1. In the depicted embodiment, the tool 30 is formed from copper,
however, other suitable materials can be envisaged. The tool 30 has
a plurality of parallel linearly aligned protrusions 31. The widths
of each of the protrusions 31 is representative of the desired
width of the wires in the final product and is in the vicinity of
between about 1 and 100 microns, more preferably 1 and 70 microns.
The spacing between neighbouring protrusions can be between about
10 and 100 microns, representative of the spacings between the
wires of the final product. Each protrusion 31 has a right angle
turn that terminates in a larger electrode-forming protrusion 32.

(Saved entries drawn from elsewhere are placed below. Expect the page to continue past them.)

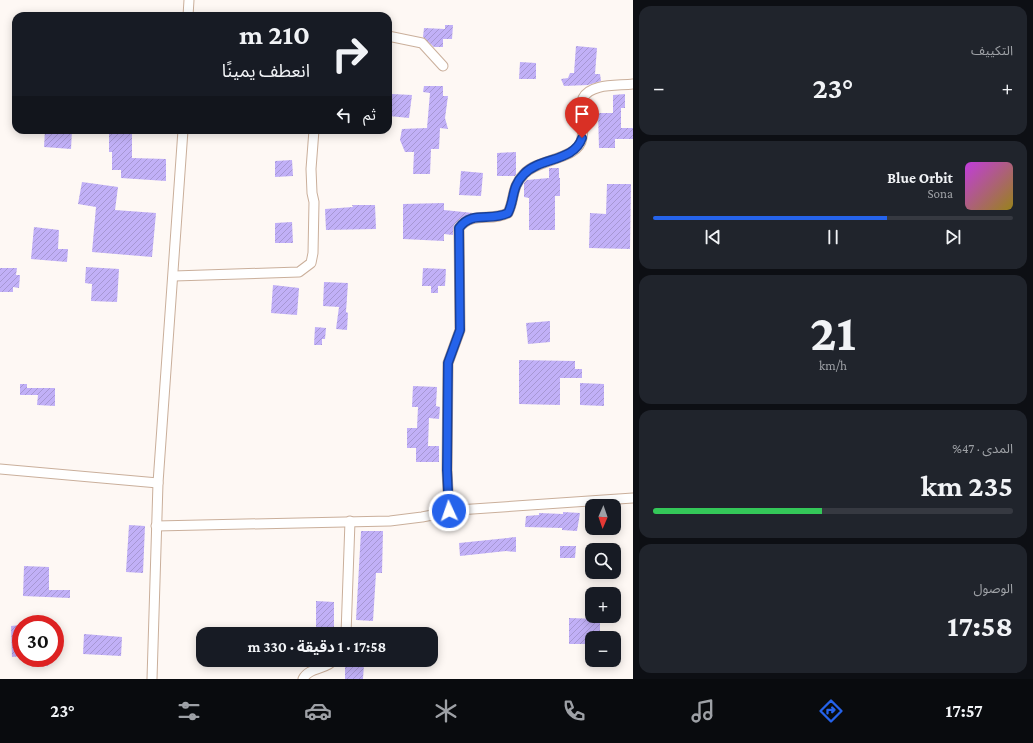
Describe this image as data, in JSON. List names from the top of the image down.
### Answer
{
  "north": "bottom",
  "page": {
    "tile": [
      "التكييف",
      ["21", "km/h"],
      ["المدى · 47%", "235 km"],
      ["الوصول", "17:58"]
    ],
    "turn": ["210 m", "انعطف يمينًا"],
    "heat": ["−", "23°", "+"],
    "then": "ثم",
    "song": ["Blue Orbit", "Sona"],
    "map_buttons": ["+", "−"],
    "limit": "30",
    "trip": "17:58 · 1 دقيقة · 330 m",
    "tabs": ["17:57", "23°"]
  }
}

Use of the tool 30 results in the formation of a raised pattern in
a suitable sheet of electrically conducting material, such as
platinum, that is pressed by the protrusions 31 and
electrode-forming protrusions 32.
[0206] Once the raised pattern is formed in the platinum sheet, as
is described below, those portions of the sheet that are not part
of the raised pattern can be removed from the sheet by abrasion or
other suitable methods. The result is as plurality of electrodes
each having an integrally formed electrical conduction means
extending away therefrom.
[0207] FIG. 2 is a cross-sectional view of a portion of another
embossing tool 40, made in this case from copper, for use in the
method according to the present invention. The portion depicted in
FIG. 2 is of the protrusions 41 used to form the electrical
conduction means for the electrode array.
[0208] The protrusions 41 extend outwardly from a base 42. The
protrusions 41 narrow in thickness from their base to their top.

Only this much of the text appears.